(ChemotherapyAdvisor) – Neoadjuvant chemotherapy is associated with poorer short-term clinical benefits but equivalent (low) pathological complete response (pCR) for estrogen receptor (ER)–positive) invasive pure lobular breast carcinoma (ILC) compared to ER-positive invasive ductal carcinoma (IDC), according to the largest such analysis published to date. But neoadjuvant chemotherapy might nevertheless offer modest improvements in long-term overall survival for both groups of patients, suggest study findings published online in the British Journal of Cancer.

“Neoadjuvant chemotherapy results in lower rates of clinical benefit, including less downstaging, more positive margins and fewer breast-conserving surgeries in ER-positive ILC compared with ER-positive IDC,” wrote a team including senior author Lajos Pusztai, MD, PhD, of the MD Anderson Cancer Center at University of Texas in Houston, and Yale Cancer Center in New Haven, CT. “Pathological complete responses are rare in both groups, but do not significantly differ after adjusting for other variables.”

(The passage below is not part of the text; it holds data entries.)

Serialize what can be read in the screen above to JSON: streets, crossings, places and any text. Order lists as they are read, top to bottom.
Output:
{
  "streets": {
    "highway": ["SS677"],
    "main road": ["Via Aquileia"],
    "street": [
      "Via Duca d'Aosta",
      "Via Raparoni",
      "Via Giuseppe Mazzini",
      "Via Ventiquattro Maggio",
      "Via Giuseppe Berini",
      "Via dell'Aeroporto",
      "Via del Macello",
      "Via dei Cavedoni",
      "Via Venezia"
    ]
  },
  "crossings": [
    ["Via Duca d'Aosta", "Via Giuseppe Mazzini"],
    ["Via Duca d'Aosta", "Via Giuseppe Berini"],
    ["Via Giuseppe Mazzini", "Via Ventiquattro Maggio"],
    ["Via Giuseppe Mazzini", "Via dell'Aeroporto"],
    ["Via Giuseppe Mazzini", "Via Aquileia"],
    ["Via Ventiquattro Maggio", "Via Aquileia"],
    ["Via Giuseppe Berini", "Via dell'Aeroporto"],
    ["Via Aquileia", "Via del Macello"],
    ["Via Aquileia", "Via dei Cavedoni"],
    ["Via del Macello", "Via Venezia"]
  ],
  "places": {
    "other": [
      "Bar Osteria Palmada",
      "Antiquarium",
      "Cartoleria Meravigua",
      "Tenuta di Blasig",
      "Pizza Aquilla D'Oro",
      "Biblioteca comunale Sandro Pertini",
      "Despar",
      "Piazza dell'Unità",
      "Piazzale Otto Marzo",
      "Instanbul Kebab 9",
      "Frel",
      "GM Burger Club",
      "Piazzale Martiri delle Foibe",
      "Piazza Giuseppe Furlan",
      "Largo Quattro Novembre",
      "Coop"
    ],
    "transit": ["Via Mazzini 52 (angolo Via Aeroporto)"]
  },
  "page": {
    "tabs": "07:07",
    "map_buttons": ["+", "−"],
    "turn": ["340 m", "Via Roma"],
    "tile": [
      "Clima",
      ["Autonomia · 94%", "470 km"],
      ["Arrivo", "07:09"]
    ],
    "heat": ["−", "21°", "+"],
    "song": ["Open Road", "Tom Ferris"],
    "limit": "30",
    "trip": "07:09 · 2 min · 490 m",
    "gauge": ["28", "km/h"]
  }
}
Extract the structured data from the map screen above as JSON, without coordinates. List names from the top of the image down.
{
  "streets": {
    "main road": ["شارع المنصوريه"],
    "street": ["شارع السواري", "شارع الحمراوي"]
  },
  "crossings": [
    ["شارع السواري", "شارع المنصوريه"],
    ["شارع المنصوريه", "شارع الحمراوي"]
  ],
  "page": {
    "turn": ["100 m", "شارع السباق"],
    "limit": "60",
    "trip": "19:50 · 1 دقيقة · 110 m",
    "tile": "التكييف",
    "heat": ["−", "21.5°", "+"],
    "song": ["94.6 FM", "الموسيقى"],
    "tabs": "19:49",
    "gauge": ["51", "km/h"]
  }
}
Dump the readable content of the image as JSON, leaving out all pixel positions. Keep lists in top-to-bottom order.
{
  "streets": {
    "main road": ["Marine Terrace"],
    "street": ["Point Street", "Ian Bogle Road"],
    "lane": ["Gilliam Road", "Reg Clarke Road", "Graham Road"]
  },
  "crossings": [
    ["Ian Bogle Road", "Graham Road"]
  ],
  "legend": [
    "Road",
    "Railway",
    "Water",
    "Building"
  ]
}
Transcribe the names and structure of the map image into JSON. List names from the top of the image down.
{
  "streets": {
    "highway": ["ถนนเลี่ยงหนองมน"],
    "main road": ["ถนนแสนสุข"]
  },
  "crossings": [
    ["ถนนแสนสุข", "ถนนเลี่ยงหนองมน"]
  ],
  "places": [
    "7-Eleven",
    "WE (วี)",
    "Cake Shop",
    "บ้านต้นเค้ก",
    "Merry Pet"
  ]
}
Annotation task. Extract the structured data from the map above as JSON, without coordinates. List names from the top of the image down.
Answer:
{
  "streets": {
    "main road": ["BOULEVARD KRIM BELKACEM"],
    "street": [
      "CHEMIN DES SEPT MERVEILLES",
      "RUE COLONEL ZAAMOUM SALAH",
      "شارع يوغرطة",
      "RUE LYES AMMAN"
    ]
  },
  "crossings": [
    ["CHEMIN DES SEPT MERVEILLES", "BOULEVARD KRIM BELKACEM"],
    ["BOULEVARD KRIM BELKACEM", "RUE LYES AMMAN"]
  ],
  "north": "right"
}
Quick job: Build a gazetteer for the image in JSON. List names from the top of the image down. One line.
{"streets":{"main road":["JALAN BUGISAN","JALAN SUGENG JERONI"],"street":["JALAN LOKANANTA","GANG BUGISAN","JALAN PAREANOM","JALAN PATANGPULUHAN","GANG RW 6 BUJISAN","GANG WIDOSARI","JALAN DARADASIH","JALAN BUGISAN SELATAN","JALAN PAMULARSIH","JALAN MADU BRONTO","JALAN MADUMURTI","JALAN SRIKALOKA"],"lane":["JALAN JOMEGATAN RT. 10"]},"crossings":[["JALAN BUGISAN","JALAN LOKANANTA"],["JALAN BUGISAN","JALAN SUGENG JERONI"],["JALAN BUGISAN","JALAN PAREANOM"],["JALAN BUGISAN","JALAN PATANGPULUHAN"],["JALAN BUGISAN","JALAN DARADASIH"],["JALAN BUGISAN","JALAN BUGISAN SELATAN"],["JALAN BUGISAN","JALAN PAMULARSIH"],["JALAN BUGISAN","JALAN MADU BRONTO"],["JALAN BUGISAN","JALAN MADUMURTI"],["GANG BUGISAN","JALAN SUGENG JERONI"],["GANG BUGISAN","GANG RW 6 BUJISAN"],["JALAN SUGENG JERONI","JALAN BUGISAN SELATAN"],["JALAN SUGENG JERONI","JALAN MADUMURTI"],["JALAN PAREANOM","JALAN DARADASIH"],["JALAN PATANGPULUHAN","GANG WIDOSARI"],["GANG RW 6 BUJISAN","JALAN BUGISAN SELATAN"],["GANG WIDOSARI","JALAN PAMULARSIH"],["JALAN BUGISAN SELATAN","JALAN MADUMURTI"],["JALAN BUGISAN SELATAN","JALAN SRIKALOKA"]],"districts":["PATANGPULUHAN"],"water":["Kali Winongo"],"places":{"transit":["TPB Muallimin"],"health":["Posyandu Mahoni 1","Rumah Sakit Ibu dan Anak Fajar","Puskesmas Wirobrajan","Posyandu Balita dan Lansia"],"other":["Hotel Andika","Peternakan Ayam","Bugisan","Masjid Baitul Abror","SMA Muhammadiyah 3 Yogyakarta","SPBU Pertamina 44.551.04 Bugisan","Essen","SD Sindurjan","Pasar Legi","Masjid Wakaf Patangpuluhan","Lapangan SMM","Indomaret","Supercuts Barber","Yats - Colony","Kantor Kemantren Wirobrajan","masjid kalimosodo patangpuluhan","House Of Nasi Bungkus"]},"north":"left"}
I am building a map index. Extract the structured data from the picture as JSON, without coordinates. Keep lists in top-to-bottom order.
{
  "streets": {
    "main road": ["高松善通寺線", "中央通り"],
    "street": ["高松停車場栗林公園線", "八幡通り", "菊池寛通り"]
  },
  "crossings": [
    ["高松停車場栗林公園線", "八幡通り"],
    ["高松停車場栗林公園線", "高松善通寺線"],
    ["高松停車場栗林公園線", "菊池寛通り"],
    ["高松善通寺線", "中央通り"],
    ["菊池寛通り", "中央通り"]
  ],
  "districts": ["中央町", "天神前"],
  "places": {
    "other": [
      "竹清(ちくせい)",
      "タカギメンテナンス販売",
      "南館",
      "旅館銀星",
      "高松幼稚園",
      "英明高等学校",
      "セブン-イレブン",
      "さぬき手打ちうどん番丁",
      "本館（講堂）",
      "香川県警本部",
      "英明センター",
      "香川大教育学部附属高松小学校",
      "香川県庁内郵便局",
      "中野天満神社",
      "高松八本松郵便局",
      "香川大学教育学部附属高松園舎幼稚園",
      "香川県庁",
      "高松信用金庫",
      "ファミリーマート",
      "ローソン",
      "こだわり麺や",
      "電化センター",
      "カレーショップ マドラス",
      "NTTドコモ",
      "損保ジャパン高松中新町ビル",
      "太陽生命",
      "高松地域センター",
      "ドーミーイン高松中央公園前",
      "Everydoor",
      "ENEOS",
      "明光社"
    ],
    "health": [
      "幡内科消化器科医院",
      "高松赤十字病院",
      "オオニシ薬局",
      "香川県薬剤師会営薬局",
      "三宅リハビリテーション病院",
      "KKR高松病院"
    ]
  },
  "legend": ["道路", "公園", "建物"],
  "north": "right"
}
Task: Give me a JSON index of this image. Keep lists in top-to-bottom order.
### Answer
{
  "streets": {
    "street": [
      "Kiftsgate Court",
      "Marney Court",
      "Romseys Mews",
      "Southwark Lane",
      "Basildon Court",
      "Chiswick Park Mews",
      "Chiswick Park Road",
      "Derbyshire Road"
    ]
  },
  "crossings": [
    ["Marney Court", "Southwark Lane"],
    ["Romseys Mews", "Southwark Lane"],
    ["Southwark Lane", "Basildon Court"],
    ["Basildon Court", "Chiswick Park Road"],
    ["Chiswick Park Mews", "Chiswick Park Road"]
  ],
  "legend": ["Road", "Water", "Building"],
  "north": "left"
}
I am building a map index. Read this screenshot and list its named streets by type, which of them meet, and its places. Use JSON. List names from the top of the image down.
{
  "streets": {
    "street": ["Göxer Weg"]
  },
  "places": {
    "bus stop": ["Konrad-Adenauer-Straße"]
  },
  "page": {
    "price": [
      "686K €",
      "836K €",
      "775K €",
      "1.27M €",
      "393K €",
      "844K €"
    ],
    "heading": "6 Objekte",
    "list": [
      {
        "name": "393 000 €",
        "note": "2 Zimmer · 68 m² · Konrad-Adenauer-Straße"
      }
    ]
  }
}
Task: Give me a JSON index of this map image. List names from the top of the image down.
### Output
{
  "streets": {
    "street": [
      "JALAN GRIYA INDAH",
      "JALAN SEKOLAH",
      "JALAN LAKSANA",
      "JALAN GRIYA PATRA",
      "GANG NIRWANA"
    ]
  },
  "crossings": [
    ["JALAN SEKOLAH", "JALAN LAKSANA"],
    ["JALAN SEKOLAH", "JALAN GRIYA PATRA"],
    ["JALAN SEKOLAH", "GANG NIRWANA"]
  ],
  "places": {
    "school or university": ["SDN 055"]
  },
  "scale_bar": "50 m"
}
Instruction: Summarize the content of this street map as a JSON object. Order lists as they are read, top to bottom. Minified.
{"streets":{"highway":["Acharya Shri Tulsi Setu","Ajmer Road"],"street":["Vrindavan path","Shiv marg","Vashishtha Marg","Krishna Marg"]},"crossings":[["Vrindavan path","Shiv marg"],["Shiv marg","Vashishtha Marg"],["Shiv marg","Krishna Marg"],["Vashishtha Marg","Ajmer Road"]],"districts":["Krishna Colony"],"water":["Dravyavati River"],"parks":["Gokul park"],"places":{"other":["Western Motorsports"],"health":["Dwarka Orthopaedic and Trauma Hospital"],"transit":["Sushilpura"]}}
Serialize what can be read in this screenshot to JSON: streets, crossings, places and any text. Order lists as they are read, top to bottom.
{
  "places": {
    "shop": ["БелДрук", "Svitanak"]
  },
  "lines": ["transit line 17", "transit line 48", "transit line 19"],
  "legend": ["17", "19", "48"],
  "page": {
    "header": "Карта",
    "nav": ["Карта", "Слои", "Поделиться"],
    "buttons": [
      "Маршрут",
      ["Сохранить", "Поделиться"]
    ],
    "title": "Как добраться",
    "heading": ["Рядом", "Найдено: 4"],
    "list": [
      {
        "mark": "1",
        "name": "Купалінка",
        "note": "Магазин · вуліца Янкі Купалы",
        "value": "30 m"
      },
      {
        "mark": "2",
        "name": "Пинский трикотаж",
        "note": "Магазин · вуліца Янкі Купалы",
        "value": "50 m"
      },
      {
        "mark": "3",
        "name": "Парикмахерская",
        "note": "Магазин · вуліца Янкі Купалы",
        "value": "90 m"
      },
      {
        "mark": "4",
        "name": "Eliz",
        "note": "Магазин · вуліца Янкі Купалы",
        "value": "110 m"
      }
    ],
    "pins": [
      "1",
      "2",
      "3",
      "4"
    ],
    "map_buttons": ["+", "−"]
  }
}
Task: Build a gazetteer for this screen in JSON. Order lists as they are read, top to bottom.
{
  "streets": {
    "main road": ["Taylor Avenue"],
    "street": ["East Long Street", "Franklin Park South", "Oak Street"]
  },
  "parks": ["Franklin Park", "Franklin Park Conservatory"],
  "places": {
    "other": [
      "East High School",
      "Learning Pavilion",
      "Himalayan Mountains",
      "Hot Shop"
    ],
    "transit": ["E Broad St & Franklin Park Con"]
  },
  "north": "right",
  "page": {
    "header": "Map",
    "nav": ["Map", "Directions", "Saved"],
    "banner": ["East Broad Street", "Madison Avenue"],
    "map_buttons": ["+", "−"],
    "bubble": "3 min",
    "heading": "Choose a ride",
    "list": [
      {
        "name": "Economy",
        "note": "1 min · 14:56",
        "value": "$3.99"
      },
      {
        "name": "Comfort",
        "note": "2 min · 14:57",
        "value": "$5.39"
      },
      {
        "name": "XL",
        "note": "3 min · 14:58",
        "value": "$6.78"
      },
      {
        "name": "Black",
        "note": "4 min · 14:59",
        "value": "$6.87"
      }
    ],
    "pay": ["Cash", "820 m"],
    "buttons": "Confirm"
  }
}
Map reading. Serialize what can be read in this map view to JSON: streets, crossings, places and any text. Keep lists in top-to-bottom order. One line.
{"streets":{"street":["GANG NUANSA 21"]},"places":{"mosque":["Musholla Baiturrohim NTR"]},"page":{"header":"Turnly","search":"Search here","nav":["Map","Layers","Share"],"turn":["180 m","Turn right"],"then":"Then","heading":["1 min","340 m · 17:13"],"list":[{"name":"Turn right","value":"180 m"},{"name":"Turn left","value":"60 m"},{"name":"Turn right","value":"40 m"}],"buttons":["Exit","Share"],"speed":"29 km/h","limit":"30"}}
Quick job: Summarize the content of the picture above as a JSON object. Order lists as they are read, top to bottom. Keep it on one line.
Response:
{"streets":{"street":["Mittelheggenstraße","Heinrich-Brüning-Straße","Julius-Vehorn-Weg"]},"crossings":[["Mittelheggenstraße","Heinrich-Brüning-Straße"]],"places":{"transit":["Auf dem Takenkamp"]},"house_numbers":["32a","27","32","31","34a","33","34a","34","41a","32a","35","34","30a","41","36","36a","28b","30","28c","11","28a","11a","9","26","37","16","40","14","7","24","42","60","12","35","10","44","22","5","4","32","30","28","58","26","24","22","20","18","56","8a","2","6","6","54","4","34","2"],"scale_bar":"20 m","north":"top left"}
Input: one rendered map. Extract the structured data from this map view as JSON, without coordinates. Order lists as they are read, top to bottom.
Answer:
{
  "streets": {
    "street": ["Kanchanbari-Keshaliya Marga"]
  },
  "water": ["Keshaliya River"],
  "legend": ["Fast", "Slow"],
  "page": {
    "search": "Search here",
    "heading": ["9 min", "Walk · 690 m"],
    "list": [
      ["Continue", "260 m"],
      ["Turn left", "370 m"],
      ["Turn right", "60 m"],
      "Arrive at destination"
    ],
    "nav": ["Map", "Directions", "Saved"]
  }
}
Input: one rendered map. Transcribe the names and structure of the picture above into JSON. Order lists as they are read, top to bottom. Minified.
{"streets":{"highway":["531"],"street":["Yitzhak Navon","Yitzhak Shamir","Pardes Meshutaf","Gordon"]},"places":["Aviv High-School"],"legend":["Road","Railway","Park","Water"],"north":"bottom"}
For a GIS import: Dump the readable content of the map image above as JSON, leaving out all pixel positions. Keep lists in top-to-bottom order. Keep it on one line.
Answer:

Overall survival at 44 months was similar for ER-positive IDC and ER-positive ILC (hazard ratio [HR] 1.01; 95% CI: 0.7-1.47; P=0.9), they reported.


Continue Reading

ILC represents 10% to 15% of all breast cancers and are “almost invariably” ER+, the authors noted. Because its cells have little cytoplasm it can be challenging to palpate or detect with mammography,  resulting in higher rates of tumor cell-positive surgical margins in breast-conserving lumpectomy. Pathological complete response rates following neoadjuvant chemotherapy have been reported to be significantly lower than with IDCs, leading some researchers to conclude neoadjuvant chemotherapy is inappropriate for ILC tumors.

The authors of the new study analyzed data from a total of 1,895 patients with stage 1-3 ER-positive breast cancers (ILC, n=177 and IDC, n=1,718). Patients had undergone neoadjuvant chemotherapy (including anthracycline, anthracycline + taxane, taxane, trastuzumab, hormonotherapy + chemotherapy, or hormonotherapy).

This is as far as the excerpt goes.